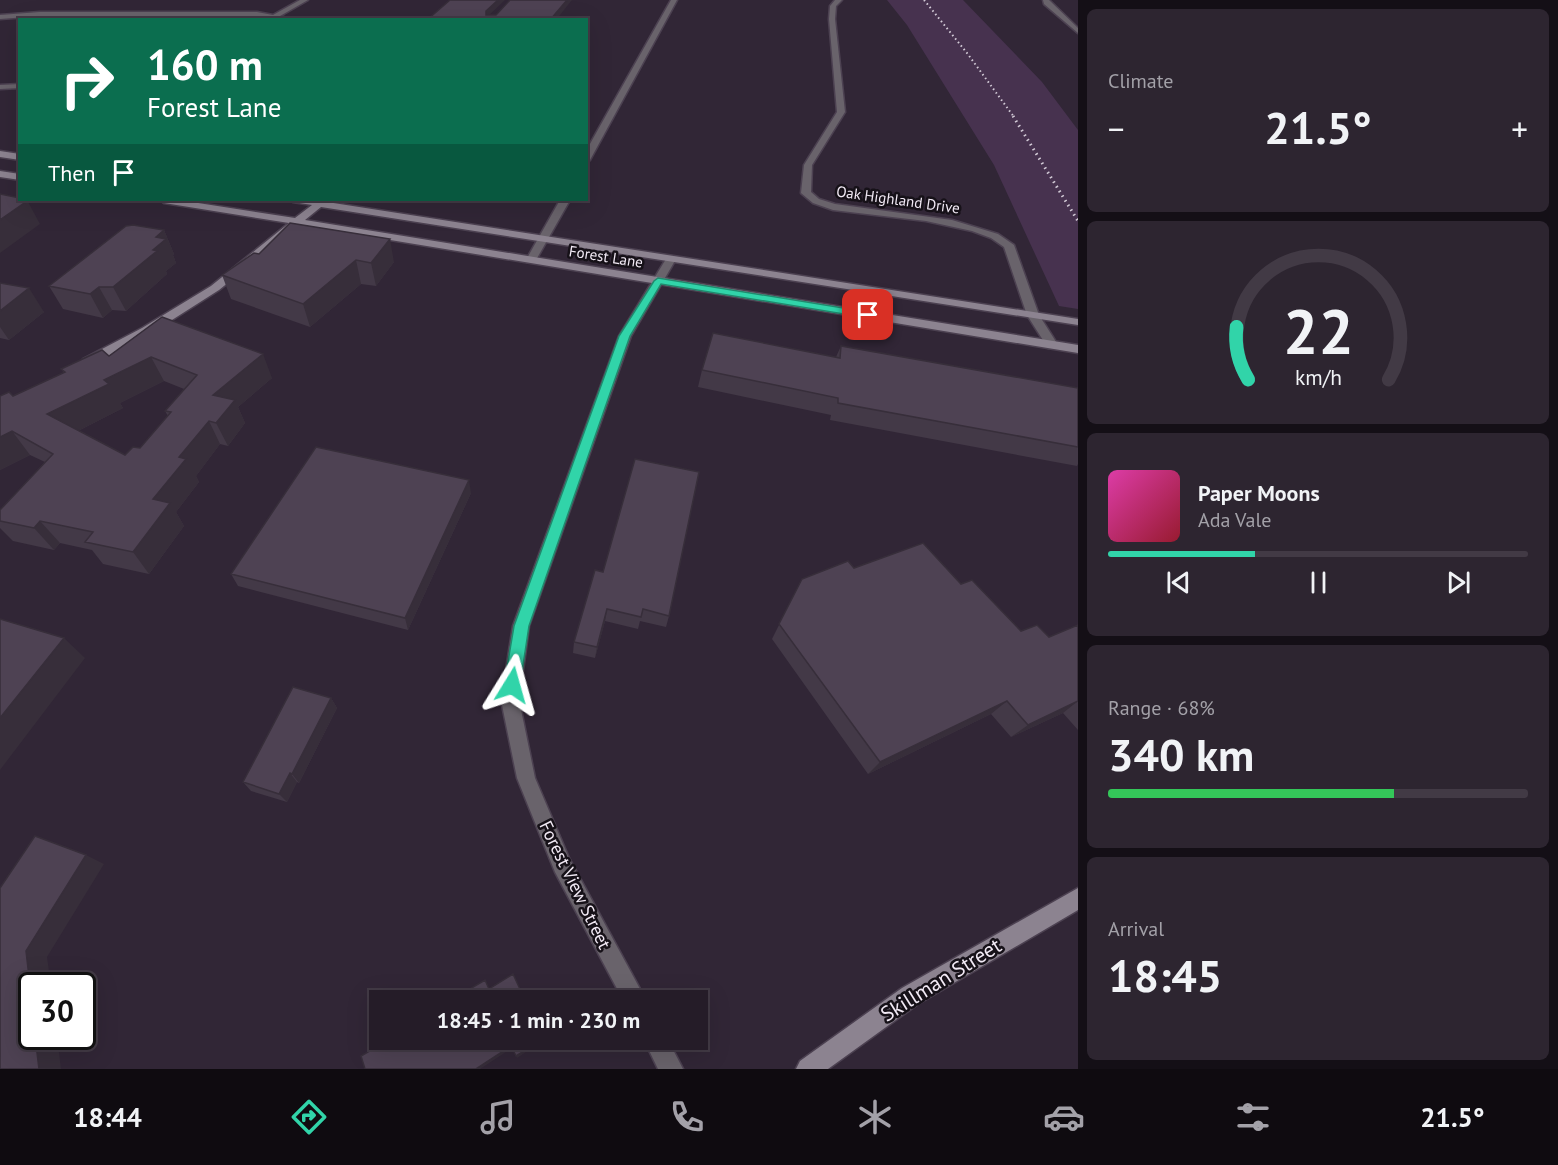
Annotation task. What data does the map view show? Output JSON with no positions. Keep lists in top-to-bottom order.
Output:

...

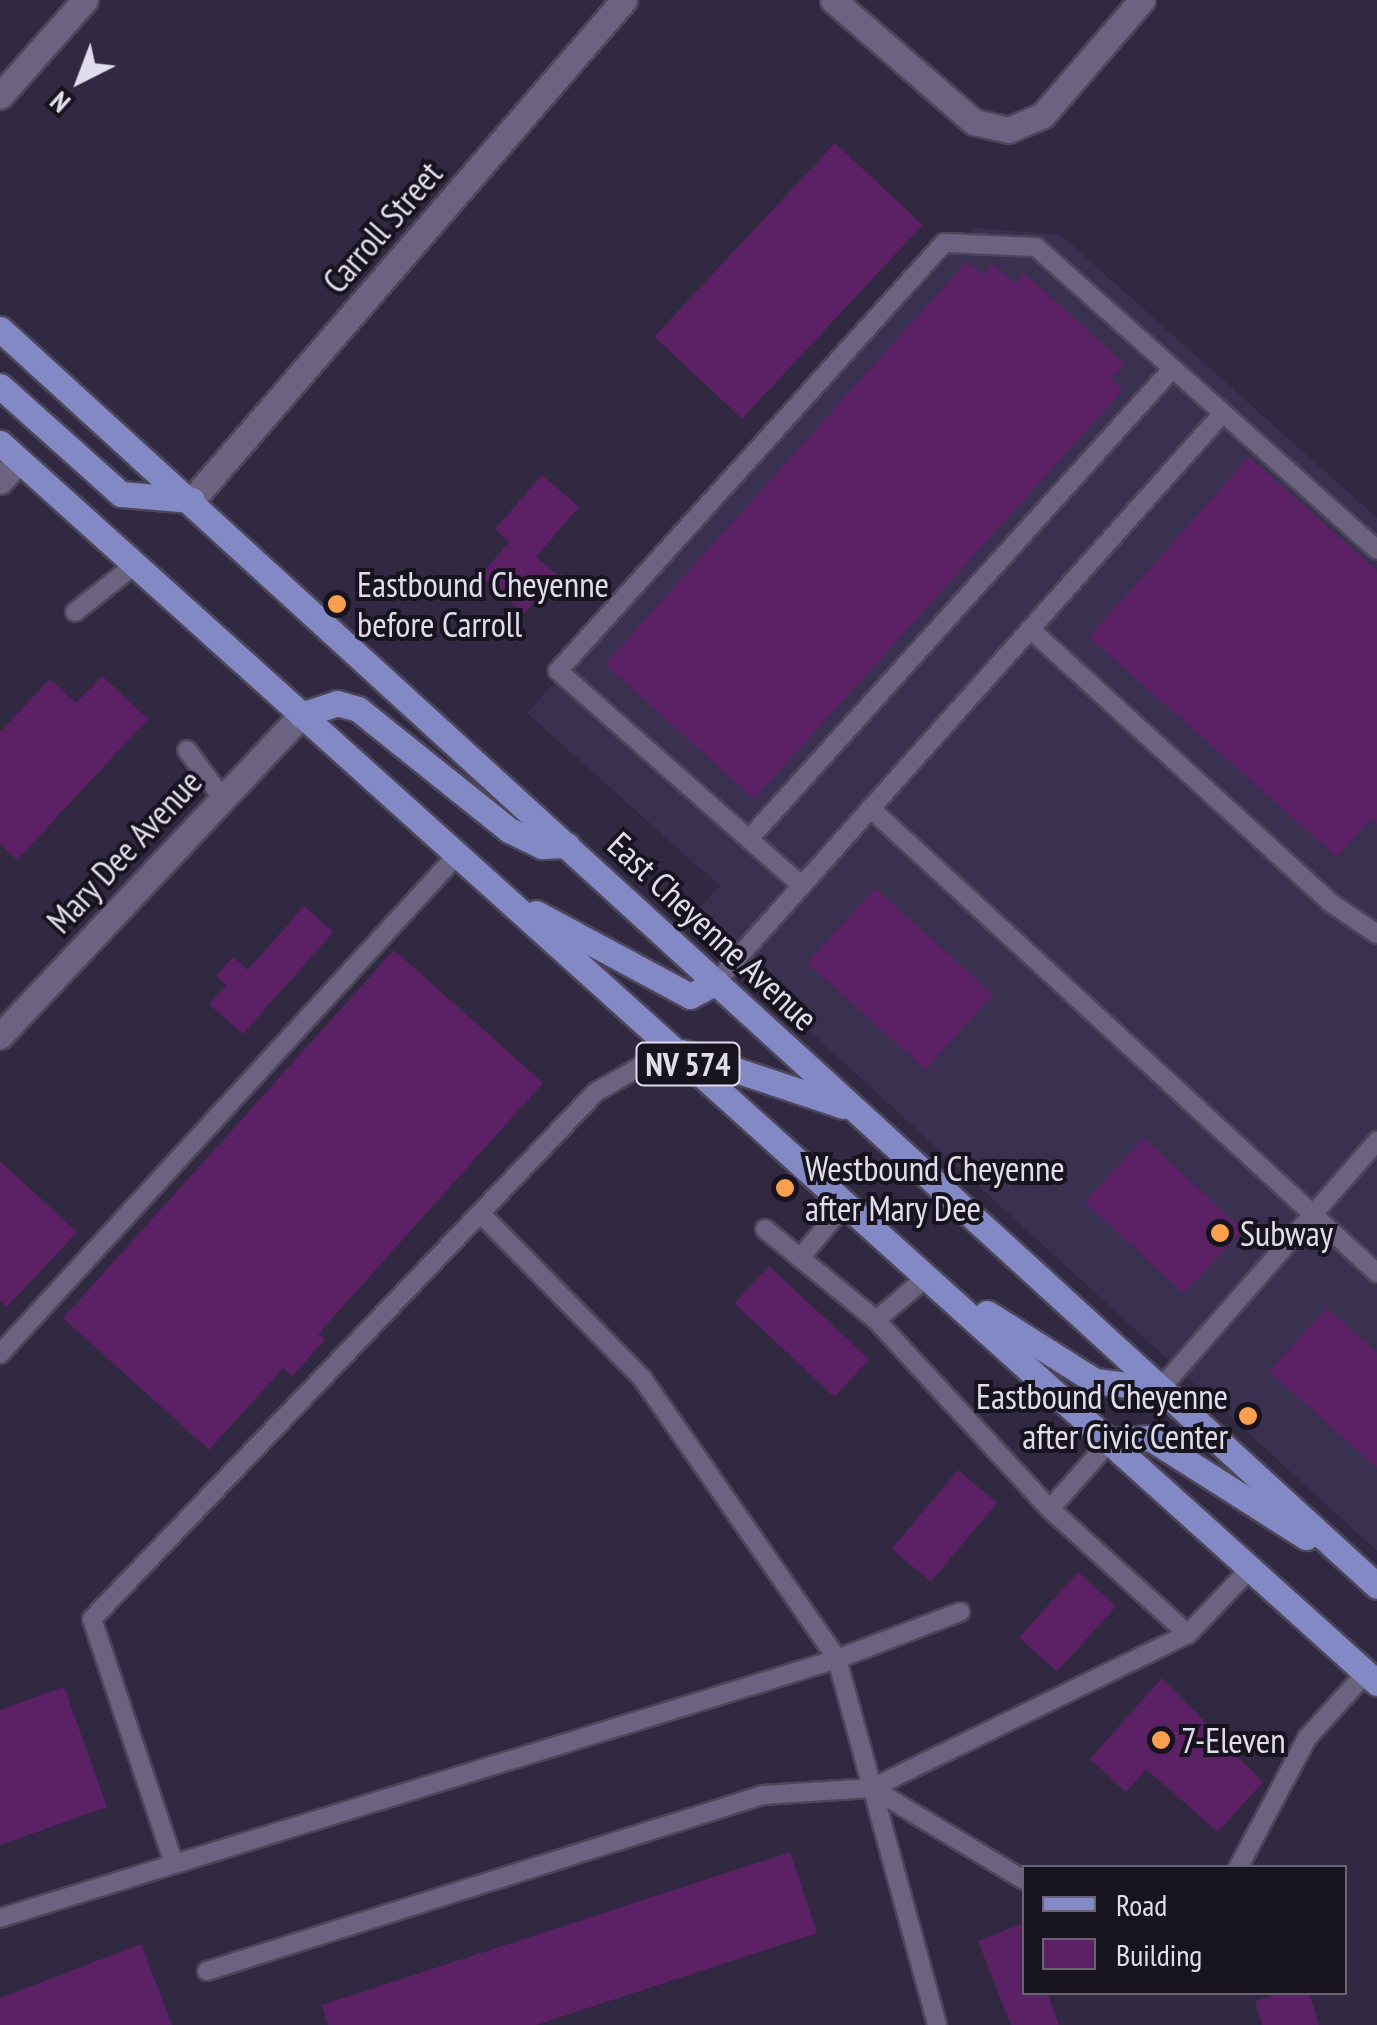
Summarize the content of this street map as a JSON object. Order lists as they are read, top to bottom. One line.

==

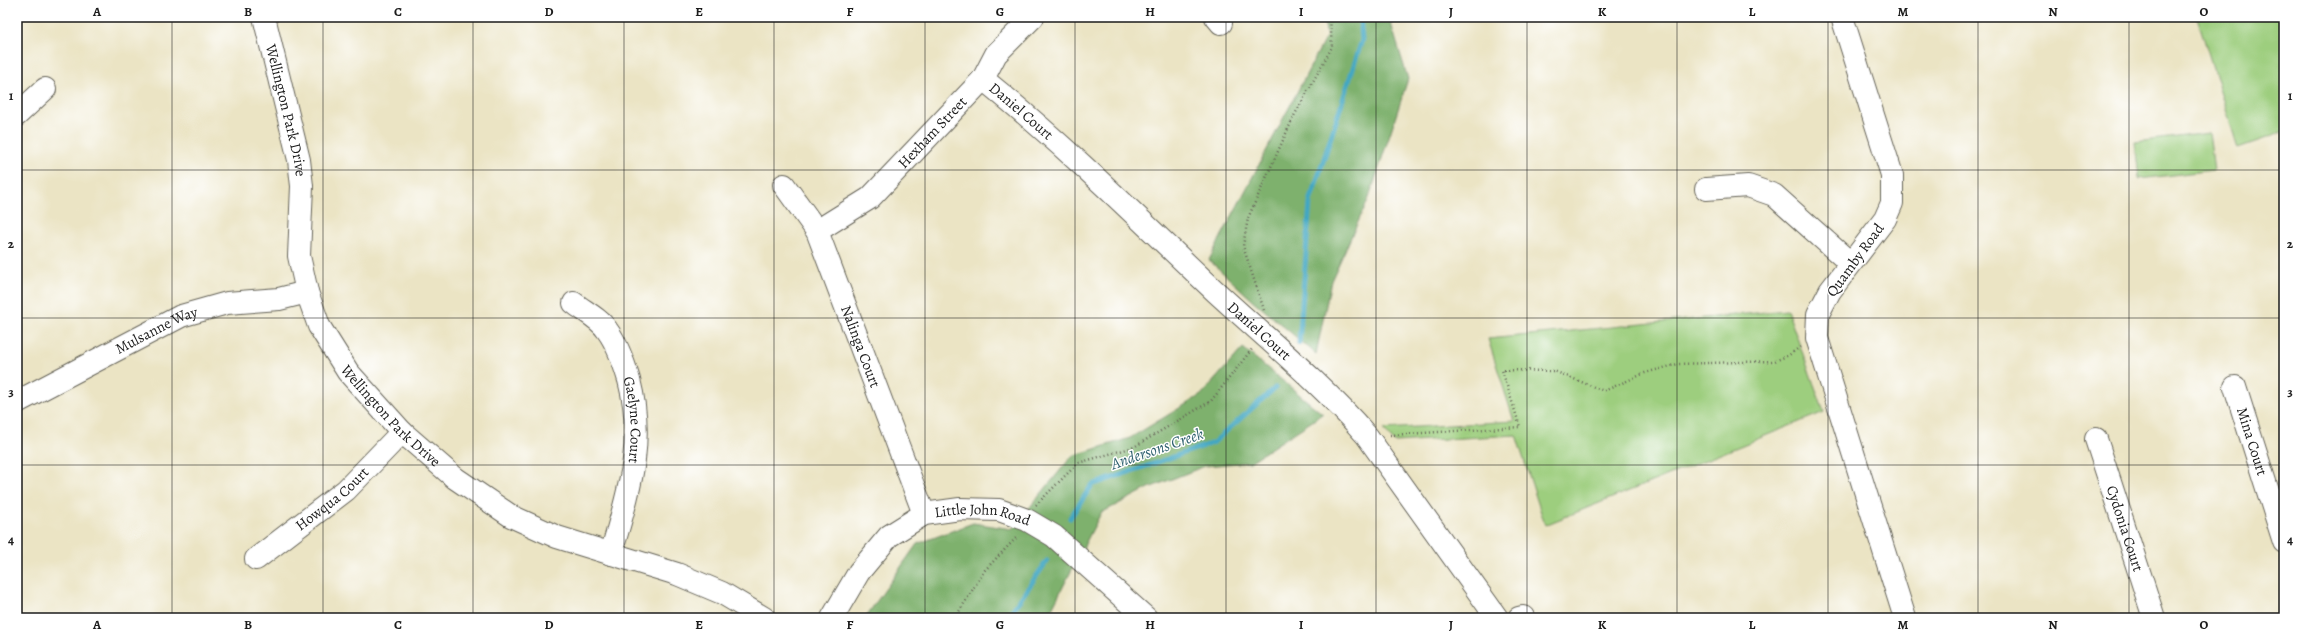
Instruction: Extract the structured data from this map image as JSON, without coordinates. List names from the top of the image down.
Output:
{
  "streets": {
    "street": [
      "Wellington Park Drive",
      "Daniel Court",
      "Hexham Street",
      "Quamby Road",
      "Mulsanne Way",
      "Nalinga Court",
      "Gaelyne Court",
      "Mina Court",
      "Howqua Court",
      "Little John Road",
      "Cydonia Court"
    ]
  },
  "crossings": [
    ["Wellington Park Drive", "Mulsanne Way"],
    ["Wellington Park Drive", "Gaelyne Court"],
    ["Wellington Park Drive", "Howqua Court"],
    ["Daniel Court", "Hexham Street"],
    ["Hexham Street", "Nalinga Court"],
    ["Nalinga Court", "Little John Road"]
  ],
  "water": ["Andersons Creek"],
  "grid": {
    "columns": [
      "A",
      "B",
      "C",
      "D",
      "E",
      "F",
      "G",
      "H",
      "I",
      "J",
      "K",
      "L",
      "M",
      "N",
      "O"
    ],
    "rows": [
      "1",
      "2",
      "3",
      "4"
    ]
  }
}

Work to be completed: Determine how many lines in the listing above hold "JSON". Give the number without any other words.

Exercise response: 3